● Requirement: Look through the records below and collect all lines that hold the string "service".

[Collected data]

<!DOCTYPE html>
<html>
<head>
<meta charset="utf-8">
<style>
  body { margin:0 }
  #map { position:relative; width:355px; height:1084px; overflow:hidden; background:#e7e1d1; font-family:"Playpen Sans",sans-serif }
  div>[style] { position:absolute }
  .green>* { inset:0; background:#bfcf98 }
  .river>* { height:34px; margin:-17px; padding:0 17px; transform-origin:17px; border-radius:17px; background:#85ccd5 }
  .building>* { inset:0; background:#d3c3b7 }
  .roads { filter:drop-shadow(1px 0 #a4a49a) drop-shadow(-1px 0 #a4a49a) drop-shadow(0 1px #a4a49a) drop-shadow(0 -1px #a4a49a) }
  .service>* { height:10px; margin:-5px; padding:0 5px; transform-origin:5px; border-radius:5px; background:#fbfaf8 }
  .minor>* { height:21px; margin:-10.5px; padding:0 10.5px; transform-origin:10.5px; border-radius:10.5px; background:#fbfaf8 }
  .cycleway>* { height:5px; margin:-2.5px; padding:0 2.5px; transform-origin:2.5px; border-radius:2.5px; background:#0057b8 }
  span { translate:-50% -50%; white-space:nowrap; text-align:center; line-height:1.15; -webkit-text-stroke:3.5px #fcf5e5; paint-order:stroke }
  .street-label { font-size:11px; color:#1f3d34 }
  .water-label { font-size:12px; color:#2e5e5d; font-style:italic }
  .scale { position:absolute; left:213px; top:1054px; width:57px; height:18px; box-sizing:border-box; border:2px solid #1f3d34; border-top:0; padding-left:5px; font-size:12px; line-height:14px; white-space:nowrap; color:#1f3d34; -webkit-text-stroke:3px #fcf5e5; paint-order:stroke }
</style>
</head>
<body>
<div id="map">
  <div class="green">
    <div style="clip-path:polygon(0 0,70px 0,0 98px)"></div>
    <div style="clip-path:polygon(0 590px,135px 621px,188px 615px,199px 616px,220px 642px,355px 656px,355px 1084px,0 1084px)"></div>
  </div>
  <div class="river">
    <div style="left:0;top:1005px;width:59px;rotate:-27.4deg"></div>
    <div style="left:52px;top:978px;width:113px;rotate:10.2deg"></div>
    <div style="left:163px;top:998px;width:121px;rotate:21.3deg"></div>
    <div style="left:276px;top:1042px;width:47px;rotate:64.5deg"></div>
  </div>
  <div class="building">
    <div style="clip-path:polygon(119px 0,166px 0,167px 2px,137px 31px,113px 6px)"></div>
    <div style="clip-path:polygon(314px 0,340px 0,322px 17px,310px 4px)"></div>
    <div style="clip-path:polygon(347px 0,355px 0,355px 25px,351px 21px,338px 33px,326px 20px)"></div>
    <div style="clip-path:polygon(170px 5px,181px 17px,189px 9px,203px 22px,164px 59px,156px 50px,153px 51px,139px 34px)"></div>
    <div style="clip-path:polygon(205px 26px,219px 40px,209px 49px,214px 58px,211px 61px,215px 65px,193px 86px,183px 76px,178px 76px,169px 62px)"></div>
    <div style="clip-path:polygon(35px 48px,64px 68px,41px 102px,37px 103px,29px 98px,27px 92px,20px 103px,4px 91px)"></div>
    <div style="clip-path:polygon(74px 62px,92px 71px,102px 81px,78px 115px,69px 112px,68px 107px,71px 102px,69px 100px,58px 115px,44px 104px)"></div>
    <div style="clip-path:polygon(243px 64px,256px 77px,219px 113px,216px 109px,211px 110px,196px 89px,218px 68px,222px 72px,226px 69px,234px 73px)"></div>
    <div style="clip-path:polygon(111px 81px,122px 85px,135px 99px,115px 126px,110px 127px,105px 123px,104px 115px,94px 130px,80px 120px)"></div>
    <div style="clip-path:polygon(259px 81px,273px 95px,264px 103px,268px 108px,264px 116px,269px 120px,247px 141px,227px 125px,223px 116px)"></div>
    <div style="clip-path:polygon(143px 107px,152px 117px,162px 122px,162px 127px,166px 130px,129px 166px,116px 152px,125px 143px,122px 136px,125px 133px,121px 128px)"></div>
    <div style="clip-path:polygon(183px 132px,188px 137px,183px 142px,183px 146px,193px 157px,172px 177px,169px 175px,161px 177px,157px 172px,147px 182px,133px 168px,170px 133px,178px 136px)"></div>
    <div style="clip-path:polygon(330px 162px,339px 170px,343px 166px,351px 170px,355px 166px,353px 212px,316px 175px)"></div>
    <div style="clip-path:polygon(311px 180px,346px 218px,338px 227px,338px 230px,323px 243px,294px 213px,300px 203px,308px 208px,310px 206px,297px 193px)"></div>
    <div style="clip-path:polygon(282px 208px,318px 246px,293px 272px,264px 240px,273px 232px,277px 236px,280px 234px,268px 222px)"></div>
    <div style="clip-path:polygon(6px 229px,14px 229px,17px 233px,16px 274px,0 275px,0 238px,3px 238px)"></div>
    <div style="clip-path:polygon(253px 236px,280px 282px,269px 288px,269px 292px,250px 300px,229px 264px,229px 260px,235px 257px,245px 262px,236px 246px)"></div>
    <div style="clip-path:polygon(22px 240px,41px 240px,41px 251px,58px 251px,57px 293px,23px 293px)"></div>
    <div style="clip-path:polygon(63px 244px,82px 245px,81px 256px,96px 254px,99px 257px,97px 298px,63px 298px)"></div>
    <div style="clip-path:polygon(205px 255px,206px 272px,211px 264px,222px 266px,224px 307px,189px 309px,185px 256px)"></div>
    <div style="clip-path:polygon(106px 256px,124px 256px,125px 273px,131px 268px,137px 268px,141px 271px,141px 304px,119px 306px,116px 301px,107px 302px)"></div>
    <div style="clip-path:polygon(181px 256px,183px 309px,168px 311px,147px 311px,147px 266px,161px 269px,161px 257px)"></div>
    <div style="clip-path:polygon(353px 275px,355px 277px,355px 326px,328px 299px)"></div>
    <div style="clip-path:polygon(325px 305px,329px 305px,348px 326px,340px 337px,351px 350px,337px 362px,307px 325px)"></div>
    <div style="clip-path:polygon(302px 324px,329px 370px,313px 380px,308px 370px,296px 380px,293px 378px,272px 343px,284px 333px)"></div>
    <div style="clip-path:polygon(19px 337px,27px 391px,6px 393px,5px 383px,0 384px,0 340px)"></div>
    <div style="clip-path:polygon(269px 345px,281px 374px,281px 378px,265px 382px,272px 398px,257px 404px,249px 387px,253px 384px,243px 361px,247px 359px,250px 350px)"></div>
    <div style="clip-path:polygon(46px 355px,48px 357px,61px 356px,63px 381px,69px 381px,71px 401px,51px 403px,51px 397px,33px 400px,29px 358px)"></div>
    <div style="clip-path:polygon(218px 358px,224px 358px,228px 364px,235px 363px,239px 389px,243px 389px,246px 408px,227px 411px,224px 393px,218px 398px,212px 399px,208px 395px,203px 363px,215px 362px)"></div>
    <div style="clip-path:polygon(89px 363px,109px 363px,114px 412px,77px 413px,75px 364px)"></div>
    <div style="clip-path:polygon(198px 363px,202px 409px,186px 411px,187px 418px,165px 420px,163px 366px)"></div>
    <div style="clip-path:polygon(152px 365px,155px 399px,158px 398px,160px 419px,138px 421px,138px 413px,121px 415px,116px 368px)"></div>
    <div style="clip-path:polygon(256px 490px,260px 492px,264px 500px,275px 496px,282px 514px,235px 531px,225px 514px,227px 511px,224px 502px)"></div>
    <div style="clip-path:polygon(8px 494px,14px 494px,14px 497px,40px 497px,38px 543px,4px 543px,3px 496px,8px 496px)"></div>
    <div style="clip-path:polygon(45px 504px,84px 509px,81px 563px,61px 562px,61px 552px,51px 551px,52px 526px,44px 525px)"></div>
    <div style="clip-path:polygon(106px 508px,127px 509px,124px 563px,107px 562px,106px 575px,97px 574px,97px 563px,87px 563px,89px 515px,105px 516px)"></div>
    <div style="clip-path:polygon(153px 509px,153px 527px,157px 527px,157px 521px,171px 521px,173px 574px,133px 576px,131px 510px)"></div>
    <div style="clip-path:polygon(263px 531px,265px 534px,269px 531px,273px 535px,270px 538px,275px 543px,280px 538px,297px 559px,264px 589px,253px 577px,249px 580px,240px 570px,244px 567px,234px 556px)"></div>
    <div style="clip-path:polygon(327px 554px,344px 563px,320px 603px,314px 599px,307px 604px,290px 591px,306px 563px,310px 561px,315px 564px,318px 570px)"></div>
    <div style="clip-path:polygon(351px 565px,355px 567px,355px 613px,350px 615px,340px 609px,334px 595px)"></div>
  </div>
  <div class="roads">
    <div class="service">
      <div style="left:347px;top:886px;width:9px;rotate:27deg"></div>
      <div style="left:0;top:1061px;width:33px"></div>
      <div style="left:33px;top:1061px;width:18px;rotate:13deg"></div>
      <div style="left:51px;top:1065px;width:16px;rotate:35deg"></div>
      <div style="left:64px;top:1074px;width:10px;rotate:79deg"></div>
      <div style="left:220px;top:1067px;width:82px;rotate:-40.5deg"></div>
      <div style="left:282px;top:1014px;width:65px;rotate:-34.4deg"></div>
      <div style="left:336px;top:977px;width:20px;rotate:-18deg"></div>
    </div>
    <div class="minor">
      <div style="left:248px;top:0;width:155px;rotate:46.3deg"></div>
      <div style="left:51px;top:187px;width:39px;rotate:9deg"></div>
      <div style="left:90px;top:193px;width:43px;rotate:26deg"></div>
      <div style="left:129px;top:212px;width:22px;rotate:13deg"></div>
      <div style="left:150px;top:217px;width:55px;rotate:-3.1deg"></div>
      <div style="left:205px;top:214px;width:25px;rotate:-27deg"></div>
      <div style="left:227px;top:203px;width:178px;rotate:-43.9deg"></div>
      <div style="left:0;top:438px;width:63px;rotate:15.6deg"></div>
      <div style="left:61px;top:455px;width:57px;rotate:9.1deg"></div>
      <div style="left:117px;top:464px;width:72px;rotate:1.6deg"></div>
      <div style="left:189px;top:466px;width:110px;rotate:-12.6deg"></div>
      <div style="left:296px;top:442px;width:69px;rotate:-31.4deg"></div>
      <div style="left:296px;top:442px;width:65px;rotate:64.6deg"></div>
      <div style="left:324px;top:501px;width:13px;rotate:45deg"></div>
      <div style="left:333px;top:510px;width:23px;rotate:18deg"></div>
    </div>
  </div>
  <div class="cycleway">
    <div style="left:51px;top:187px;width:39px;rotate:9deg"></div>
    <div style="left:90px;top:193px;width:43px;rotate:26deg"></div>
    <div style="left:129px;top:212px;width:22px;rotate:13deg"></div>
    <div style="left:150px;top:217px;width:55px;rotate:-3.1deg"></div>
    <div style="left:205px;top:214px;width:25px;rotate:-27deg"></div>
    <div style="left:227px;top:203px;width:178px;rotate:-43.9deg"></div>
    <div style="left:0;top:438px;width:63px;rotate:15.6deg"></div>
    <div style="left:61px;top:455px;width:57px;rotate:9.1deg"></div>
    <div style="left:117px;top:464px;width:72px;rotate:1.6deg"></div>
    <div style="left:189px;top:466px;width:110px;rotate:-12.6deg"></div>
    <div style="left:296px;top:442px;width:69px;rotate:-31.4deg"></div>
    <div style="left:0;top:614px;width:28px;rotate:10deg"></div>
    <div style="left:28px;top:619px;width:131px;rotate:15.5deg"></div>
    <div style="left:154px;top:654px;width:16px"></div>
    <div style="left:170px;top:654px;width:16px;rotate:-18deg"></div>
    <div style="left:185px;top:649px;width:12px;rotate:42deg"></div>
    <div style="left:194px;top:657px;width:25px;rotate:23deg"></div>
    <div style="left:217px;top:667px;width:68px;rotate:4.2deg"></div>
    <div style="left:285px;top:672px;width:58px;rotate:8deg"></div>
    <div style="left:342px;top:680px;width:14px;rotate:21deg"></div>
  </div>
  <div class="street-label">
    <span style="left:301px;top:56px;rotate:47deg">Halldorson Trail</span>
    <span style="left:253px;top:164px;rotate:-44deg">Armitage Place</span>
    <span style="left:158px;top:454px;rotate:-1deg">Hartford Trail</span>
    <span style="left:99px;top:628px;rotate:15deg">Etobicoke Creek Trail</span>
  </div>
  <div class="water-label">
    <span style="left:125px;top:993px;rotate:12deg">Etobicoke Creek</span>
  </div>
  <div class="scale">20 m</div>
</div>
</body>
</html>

● Answer to this task:
  .service>* { height:10px; margin:-5px; padding:0 5px; transform-origin:5px; border-radius:5px; background:#fbfaf8 }
    <div class="service">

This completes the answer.